_Description of the task_
Leave out the pictures, then output the lines of the records below from the first through the one containing "width:35px; border:2px solid".

Collected data
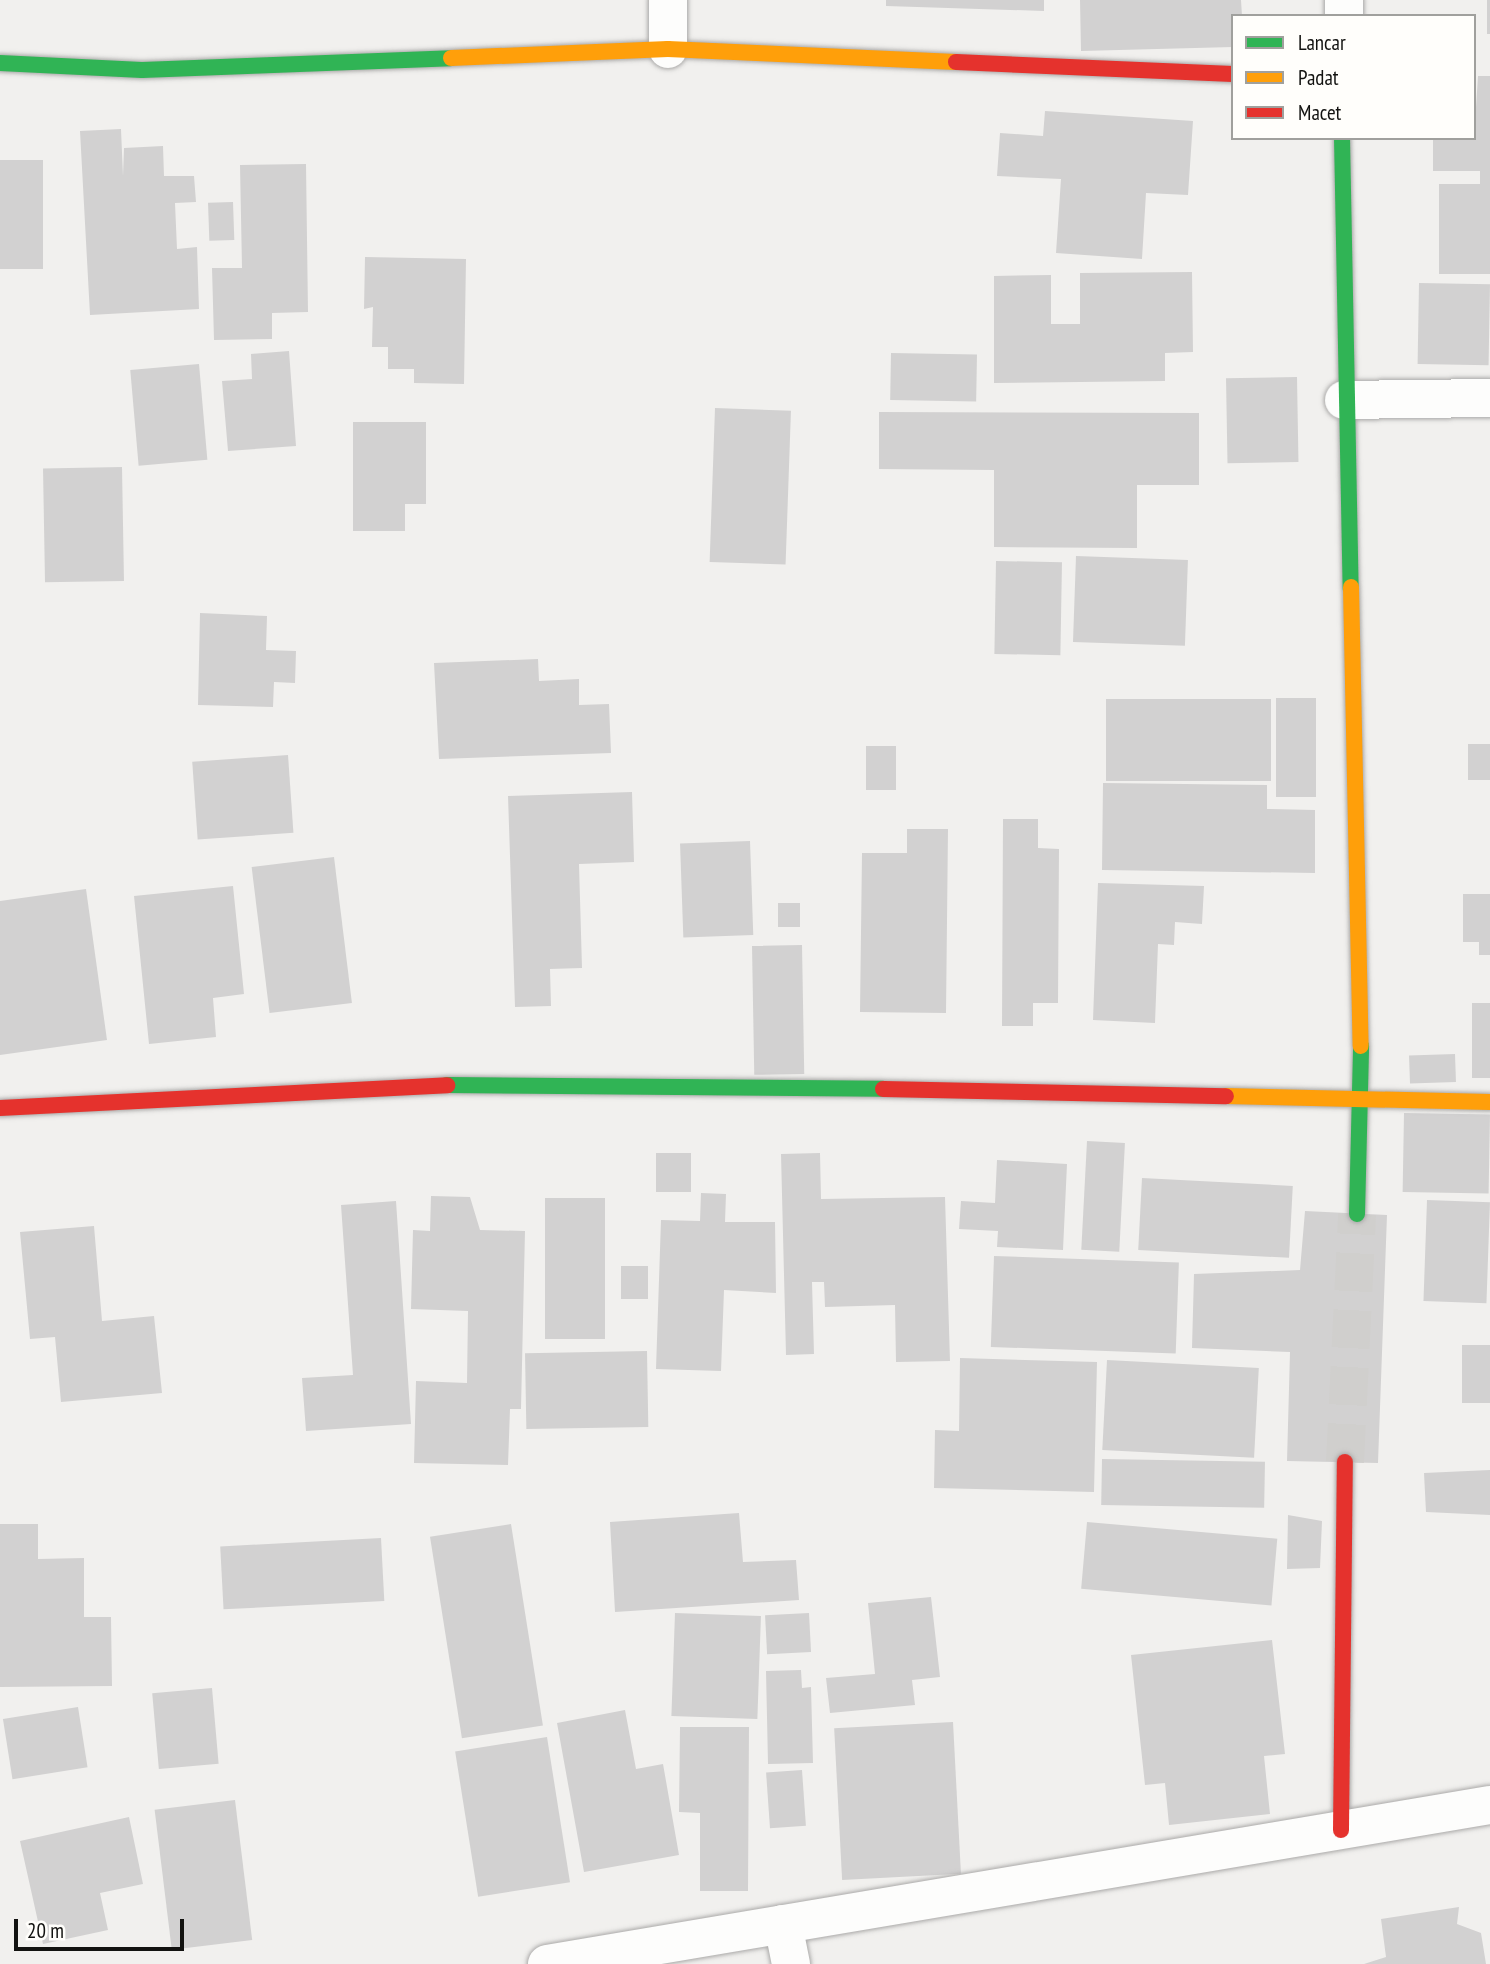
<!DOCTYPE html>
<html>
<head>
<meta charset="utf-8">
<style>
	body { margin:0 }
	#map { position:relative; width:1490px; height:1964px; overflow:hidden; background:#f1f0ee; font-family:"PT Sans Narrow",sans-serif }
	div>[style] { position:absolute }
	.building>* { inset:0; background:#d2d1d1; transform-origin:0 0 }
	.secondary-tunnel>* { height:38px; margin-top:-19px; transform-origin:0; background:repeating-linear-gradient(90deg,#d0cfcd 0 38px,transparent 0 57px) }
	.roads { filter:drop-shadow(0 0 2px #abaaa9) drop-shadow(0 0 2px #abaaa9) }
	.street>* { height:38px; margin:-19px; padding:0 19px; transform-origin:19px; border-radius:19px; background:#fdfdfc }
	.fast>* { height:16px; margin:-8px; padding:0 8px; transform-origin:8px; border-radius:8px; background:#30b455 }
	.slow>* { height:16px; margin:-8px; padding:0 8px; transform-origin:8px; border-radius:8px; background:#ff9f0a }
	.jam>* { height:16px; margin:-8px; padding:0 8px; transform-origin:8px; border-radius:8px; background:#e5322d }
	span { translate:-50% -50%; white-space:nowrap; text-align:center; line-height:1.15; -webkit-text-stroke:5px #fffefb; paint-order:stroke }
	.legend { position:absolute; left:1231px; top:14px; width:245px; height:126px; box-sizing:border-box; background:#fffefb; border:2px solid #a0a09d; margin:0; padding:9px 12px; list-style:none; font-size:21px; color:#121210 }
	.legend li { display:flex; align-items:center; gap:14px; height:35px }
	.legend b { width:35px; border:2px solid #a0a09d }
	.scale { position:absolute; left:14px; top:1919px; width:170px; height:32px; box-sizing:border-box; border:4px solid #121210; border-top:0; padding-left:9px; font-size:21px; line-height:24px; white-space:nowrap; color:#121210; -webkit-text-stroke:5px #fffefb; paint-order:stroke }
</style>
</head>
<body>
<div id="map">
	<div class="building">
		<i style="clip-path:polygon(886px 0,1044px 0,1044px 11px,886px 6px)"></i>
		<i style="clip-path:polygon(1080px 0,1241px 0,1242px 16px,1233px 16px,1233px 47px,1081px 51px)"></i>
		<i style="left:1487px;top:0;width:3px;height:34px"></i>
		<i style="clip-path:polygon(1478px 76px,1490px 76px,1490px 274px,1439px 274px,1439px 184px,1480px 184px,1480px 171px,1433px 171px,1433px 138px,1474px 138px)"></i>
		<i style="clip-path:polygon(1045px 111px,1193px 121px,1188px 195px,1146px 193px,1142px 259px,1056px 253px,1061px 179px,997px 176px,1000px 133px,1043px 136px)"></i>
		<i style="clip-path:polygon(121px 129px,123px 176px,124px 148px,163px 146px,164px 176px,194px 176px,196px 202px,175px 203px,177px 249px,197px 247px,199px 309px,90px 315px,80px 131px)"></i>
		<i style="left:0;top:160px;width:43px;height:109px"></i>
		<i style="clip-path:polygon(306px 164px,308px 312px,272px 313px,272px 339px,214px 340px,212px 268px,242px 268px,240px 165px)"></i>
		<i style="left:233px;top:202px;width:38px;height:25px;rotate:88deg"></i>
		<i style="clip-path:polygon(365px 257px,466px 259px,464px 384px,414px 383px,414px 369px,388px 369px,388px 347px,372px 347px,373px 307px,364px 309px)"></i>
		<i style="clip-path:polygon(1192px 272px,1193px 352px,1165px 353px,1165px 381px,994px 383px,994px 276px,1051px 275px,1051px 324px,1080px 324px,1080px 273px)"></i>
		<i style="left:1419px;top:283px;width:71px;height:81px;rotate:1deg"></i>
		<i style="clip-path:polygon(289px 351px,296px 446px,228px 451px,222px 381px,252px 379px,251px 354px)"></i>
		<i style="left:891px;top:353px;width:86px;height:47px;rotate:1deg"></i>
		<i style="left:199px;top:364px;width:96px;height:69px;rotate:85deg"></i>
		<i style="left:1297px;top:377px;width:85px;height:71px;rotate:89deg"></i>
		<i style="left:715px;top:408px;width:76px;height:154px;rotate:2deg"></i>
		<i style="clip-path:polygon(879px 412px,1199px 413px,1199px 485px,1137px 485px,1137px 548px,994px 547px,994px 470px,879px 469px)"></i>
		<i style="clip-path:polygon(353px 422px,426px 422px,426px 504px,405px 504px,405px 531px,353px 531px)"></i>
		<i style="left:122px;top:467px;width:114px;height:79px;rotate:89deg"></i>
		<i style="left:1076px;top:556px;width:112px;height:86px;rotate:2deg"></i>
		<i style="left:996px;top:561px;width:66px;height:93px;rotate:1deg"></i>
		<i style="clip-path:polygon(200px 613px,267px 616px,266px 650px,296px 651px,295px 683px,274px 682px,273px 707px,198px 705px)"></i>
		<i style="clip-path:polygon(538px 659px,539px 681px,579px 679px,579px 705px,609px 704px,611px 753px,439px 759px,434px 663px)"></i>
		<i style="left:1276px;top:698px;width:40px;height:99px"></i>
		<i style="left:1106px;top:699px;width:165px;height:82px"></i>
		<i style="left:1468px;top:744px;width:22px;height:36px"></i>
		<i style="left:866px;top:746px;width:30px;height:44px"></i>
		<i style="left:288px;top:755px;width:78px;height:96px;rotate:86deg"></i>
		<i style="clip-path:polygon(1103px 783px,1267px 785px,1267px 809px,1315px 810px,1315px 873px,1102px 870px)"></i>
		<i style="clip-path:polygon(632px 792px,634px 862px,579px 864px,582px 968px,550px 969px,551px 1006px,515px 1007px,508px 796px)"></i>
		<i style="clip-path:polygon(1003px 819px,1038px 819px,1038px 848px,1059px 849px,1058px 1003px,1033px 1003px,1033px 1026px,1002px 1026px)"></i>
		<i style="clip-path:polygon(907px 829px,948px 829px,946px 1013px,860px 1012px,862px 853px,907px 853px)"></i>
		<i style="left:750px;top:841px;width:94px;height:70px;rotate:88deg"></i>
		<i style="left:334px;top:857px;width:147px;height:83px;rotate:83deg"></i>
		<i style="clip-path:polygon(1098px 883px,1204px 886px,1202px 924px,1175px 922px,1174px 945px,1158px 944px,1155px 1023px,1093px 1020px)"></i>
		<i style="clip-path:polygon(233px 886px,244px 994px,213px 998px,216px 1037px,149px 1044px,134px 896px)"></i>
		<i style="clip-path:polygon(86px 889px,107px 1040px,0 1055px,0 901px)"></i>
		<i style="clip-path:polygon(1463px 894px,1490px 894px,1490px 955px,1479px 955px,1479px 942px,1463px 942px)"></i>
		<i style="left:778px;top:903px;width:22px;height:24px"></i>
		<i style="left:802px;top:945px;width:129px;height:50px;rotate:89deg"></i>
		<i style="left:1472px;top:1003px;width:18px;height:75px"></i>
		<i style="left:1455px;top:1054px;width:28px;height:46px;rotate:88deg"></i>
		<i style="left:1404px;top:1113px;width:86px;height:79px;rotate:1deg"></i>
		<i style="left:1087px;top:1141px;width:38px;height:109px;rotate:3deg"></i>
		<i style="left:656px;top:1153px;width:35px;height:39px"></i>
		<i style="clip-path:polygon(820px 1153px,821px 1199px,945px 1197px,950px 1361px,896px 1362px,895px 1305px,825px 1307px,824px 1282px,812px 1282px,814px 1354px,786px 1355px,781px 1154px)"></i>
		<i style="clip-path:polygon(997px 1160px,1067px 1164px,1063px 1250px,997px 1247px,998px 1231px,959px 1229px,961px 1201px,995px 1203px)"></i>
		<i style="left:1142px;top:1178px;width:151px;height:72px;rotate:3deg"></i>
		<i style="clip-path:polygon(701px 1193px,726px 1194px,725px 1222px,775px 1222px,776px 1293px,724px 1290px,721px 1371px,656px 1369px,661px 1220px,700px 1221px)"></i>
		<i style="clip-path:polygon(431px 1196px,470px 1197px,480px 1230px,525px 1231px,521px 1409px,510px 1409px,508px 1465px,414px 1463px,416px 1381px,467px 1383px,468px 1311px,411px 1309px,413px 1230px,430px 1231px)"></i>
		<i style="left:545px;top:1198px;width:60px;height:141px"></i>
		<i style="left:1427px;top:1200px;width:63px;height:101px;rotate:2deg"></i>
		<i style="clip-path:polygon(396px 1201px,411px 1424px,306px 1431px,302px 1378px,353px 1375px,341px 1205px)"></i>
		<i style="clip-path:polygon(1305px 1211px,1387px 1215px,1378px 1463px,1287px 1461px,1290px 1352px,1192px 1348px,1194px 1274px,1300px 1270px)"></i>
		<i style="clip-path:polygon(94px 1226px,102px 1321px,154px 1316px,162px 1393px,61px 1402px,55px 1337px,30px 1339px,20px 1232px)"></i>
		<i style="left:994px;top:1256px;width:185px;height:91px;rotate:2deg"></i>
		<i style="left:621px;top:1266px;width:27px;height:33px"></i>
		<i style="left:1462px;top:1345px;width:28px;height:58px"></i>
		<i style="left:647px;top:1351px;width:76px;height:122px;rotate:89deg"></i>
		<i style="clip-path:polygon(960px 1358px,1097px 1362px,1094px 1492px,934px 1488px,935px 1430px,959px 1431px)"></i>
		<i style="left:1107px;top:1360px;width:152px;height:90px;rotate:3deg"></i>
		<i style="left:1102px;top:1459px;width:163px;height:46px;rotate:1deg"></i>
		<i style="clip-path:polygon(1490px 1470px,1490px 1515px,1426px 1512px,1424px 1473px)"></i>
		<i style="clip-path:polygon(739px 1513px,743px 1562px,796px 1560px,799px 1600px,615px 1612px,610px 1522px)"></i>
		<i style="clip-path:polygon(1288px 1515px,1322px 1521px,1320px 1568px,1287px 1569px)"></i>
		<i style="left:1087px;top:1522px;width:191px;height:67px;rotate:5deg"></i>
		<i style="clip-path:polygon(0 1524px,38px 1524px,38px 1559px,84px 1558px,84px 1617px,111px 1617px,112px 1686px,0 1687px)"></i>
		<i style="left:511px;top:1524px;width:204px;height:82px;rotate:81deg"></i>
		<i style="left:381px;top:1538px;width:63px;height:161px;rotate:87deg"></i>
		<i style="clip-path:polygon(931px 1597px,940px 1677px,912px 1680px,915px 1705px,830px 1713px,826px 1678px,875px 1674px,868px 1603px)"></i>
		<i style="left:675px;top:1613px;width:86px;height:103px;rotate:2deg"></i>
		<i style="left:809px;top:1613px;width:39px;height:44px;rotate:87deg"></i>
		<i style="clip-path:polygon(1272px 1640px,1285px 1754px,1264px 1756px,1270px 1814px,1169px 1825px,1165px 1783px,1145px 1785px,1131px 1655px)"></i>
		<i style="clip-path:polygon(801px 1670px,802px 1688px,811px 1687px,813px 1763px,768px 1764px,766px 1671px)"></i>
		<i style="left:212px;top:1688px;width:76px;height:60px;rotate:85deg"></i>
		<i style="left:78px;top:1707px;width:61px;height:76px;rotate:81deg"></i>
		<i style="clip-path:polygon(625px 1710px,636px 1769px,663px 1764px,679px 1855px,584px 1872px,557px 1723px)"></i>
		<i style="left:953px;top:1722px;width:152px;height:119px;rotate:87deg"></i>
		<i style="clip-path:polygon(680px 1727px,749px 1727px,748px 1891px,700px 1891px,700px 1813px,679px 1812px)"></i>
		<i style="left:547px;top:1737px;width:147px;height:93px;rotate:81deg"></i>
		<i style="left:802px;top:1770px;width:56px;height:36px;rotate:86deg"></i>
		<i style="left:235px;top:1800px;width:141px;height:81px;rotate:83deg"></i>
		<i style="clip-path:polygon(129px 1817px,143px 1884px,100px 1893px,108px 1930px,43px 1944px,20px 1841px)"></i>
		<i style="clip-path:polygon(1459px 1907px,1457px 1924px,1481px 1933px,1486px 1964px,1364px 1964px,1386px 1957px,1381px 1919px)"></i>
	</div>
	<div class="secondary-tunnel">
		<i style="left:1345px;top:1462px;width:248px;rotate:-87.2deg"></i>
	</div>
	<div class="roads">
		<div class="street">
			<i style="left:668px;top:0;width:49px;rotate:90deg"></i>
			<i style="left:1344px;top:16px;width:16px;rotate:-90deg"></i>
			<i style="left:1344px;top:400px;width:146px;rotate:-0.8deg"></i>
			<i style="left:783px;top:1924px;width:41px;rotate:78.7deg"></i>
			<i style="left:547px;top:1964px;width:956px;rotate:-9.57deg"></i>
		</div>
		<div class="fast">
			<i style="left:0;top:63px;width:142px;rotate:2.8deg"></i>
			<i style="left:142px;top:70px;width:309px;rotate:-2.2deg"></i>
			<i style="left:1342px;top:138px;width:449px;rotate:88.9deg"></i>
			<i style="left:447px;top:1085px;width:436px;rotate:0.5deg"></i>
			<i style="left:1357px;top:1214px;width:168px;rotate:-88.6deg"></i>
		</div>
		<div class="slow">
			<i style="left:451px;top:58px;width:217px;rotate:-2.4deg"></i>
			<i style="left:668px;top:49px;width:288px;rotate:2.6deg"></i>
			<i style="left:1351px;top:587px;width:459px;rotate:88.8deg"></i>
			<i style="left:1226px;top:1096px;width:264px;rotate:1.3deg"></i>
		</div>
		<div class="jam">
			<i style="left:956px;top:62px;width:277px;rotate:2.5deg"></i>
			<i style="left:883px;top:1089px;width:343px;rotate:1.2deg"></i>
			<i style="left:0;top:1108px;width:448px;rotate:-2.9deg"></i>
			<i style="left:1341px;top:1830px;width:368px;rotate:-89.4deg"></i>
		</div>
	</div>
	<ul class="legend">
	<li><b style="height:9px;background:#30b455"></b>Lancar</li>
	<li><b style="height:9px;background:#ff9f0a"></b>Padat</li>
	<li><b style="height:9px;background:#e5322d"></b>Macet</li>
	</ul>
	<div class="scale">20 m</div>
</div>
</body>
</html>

_The completed task_
<!DOCTYPE html>
<html>
<head>
<meta charset="utf-8">
<style>
	body { margin:0 }
	#map { position:relative; width:1490px; height:1964px; overflow:hidden; background:#f1f0ee; font-family:"PT Sans Narrow",sans-serif }
	div>[style] { position:absolute }
	.building>* { inset:0; background:#d2d1d1; transform-origin:0 0 }
	.secondary-tunnel>* { height:38px; margin-top:-19px; transform-origin:0; background:repeating-linear-gradient(90deg,#d0cfcd 0 38px,transparent 0 57px) }
	.roads { filter:drop-shadow(0 0 2px #abaaa9) drop-shadow(0 0 2px #abaaa9) }
	.street>* { height:38px; margin:-19px; padding:0 19px; transform-origin:19px; border-radius:19px; background:#fdfdfc }
	.fast>* { height:16px; margin:-8px; padding:0 8px; transform-origin:8px; border-radius:8px; background:#30b455 }
	.slow>* { height:16px; margin:-8px; padding:0 8px; transform-origin:8px; border-radius:8px; background:#ff9f0a }
	.jam>* { height:16px; margin:-8px; padding:0 8px; transform-origin:8px; border-radius:8px; background:#e5322d }
	span { translate:-50% -50%; white-space:nowrap; text-align:center; line-height:1.15; -webkit-text-stroke:5px #fffefb; paint-order:stroke }
	.legend { position:absolute; left:1231px; top:14px; width:245px; height:126px; box-sizing:border-box; background:#fffefb; border:2px solid #a0a09d; margin:0; padding:9px 12px; list-style:none; font-size:21px; color:#121210 }
	.legend li { display:flex; align-items:center; gap:14px; height:35px }
	.legend b { width:35px; border:2px solid #a0a09d }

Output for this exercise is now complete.